The amplitude of fluctuations in the Lyα forest on small spatial scales is sensitive to the temperature of the intergalactic medium (IGM) and its spatial fluctuations. The temperature of the IGM and its spatial variations contain important information about hydrogen and helium reionization. We present a new measurement of the small-scale structure in the Lyα forest from 40 high resolution, high signal-to-noise ratio, VLT spectra for absorbing gas at redshifts between 2.2 ≤ z ≤ 4.2. We convolve each Lyα forest spectrum with a suitably chosen Morlet wavelet filter, which allows us to extract the amount of small-scale structure in the forest as a function of position across each spectrum. We monitor contamination from metal line absorbers. We present a first comparison of these measurements with high-resolution hydrodynamic simulations of the Lyα forest that track more than 2 billion particles.
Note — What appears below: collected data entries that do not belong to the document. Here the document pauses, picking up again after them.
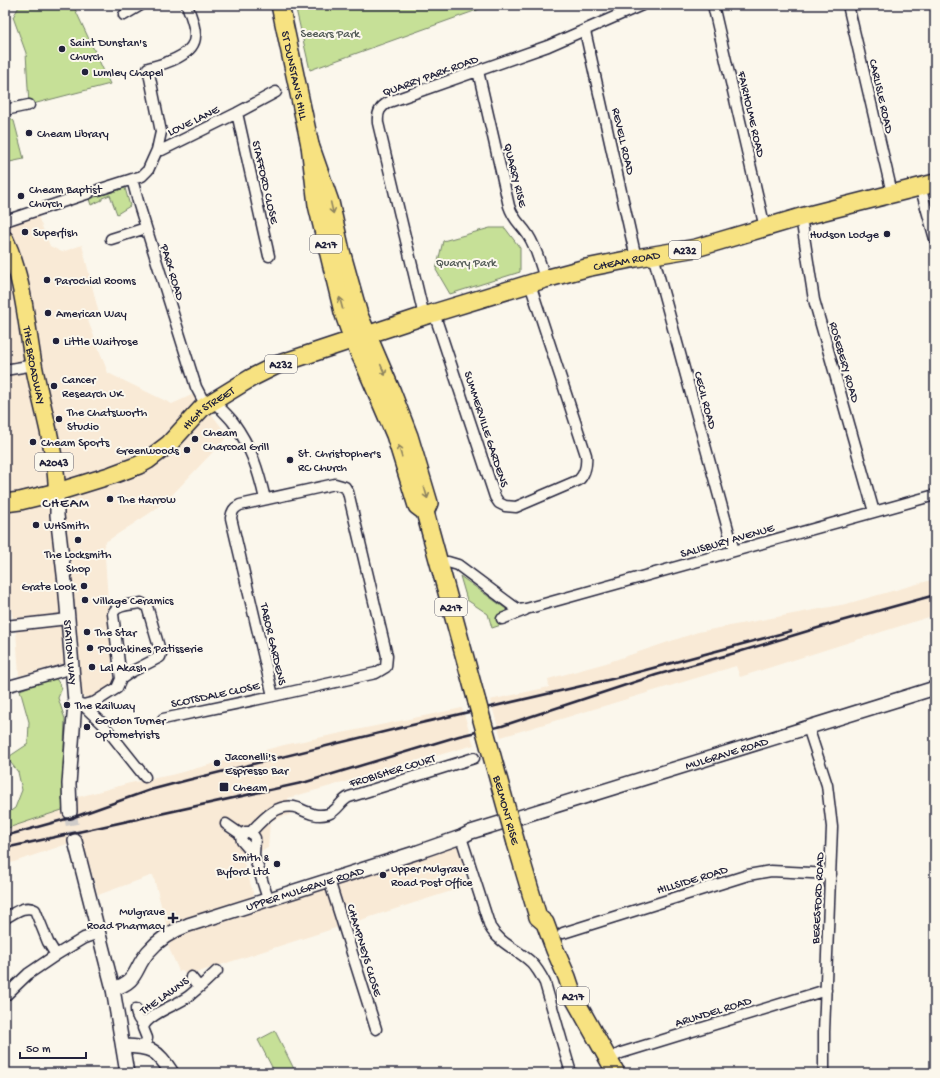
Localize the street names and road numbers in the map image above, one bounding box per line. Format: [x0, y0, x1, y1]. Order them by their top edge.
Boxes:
street label: ST DUNSTAN'S HILL [277, 30, 310, 122]
street label: QUARRY PARK ROAD [381, 53, 481, 101]
street label: CARLISLE ROAD [865, 58, 895, 135]
street label: FAIRHOLME ROAD [733, 69, 767, 159]
street label: LOVE LANE [166, 103, 222, 140]
street label: REVELL ROAD [608, 107, 637, 176]
street label: STAFFORD CLOSE [248, 140, 281, 226]
street label: QUARRY RISE [499, 142, 529, 209]
road number: A217 [310, 235, 342, 253]
road number: A232 [669, 241, 701, 259]
street label: PARK ROAD [156, 242, 186, 302]
street label: CHEAM ROAD [593, 249, 662, 275]
street label: ROSEBERY ROAD [825, 321, 861, 405]
street label: THE BROADWAY [18, 324, 47, 406]
road number: A232 [265, 355, 297, 373]
street label: SUMMERVILLE GARDENS [460, 370, 511, 490]
street label: CECIL ROAD [690, 370, 719, 431]
street label: HIGH STREET [180, 384, 239, 434]
road number: A2043 [35, 453, 73, 471]
street label: SALISBURY AVENUE [679, 522, 776, 562]
road number: A217 [435, 598, 467, 616]
street label: TABOR GARDENS [256, 601, 288, 687]
street label: STATION WAY [59, 619, 79, 686]
street label: SCOTSDALE CLOSE [170, 680, 262, 712]
street label: MULGRAVE ROAD [684, 735, 770, 774]
street label: FROBISHER COURT [347, 752, 439, 792]
street label: BELMONT RISE [488, 773, 521, 847]
street label: BERESFORD ROAD [810, 852, 828, 945]
street label: HILLSIDE ROAD [655, 863, 730, 898]
street label: UPPER MULGRAVE ROAD [245, 865, 366, 915]
street label: CHAMPNEYS CLOSE [342, 903, 384, 999]
street label: THE LAWNS [137, 974, 193, 1019]
road number: A217 [557, 987, 589, 1005]
street label: ARUNDEL ROAD [674, 995, 754, 1031]

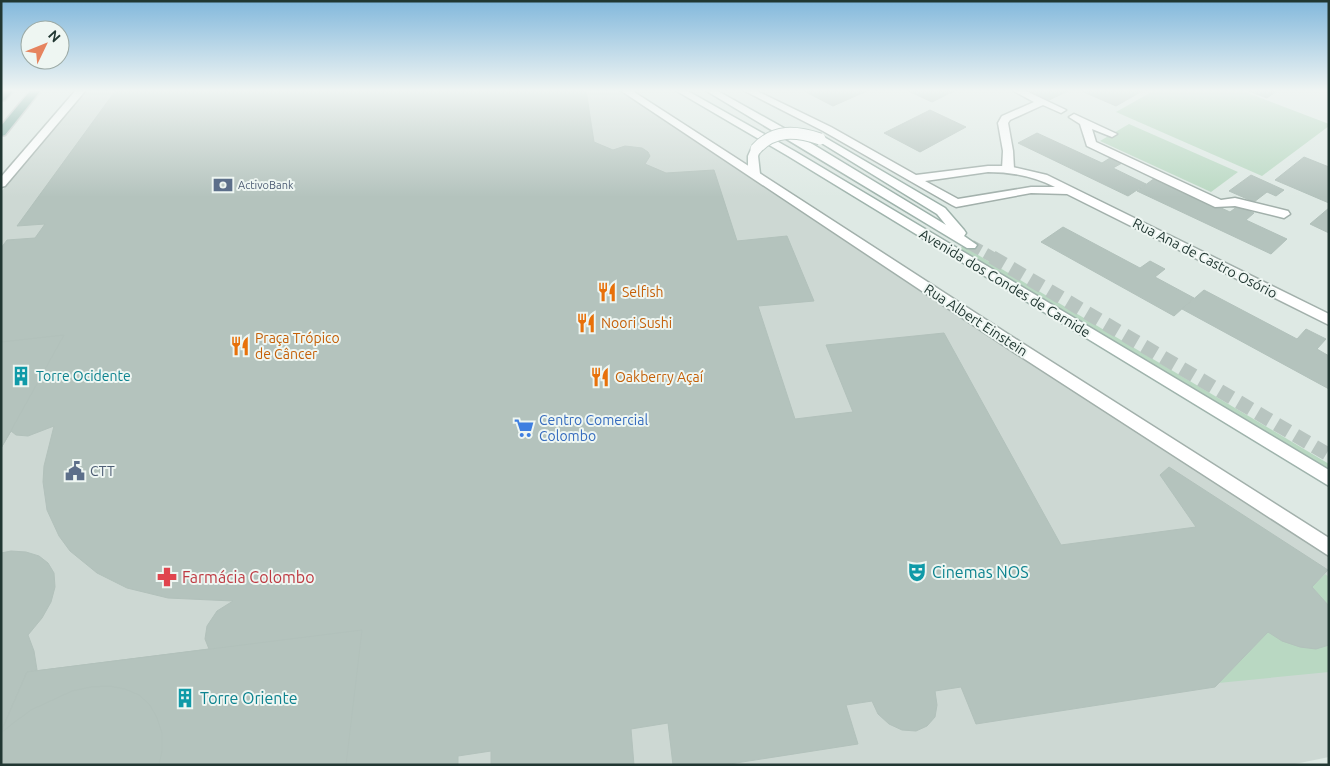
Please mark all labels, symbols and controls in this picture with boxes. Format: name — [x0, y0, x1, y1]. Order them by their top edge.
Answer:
north arrow — [20, 20, 70, 70]
text: N — [45, 27, 64, 45]
bank icon: ActivoBank — [212, 174, 234, 196]
place label: ActivoBank — [238, 179, 294, 191]
street label: Rua Ana de Castro Osório — [1130, 215, 1280, 301]
street label: Avenida dos Condes de Carnide — [917, 226, 1093, 340]
restaurant icon: Selfish — [596, 281, 618, 303]
street label: Rua Albert Einstein — [921, 281, 1031, 359]
place label: Selfish — [622, 284, 664, 300]
restaurant icon: Noori Sushi — [575, 312, 597, 334]
place label: Noori Sushi — [601, 315, 672, 331]
place label: Praça Trópico de Câncer — [255, 330, 340, 362]
restaurant icon: Praça Trópico de Câncer — [229, 335, 251, 357]
building icon: Torre Ocidente — [10, 365, 32, 387]
restaurant icon: Oakberry Açaí — [589, 366, 611, 388]
place label: Torre Ocidente — [36, 368, 131, 384]
place label: Oakberry Açaí — [615, 369, 704, 385]
place label: Centro Comercial Colombo — [539, 412, 648, 444]
supermarket icon: Centro Comercial Colombo — [513, 417, 535, 439]
public building icon: CTT — [64, 460, 86, 482]
place label: CTT — [90, 463, 115, 479]
theatre icon: Cinemas NOS — [906, 561, 928, 583]
place label: Cinemas NOS — [932, 563, 1029, 581]
pharmacy icon: Farmácia Colombo — [156, 566, 178, 588]
place label: Farmácia Colombo — [182, 568, 315, 586]
building icon: Torre Oriente — [174, 687, 196, 709]
place label: Torre Oriente — [200, 689, 298, 707]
This comparison suggests that the IGM temperature close to the cosmic mean density (T₀) peaks at a redshift near z = 3.4, at which point it is greater than 20,000 K at ≳2σ confidence. The temperature at lower redshift is consistent with the fall-off expected from adiabatic cooling (T₀ ∝ (1 + z)²), after the peak temperature is reached near z = 3.4. In our highest redshift bin, centered around z = 4.2, the results favor a temperature of T₀ = 15-20,000 K. However, owing mostly to uncertainties in the mean transmitted flux at this redshift, a cooler IGM model with T₀ = 10,000 K is only disfavored at the 2σ level here, although such cool IGM models are strongly discrepant with the z ≈ 3-3.4 measurement. We do not detect large spatial fluctuations in the IGM temperature at any redshift covered by our data set. The simplest interpretation of our measurements is that He ii reionization completes sometime near z ≈ 3.4, although statistical uncertainties are still large. Our method can be fruitfully combined with future He ii Lyα forest measurements.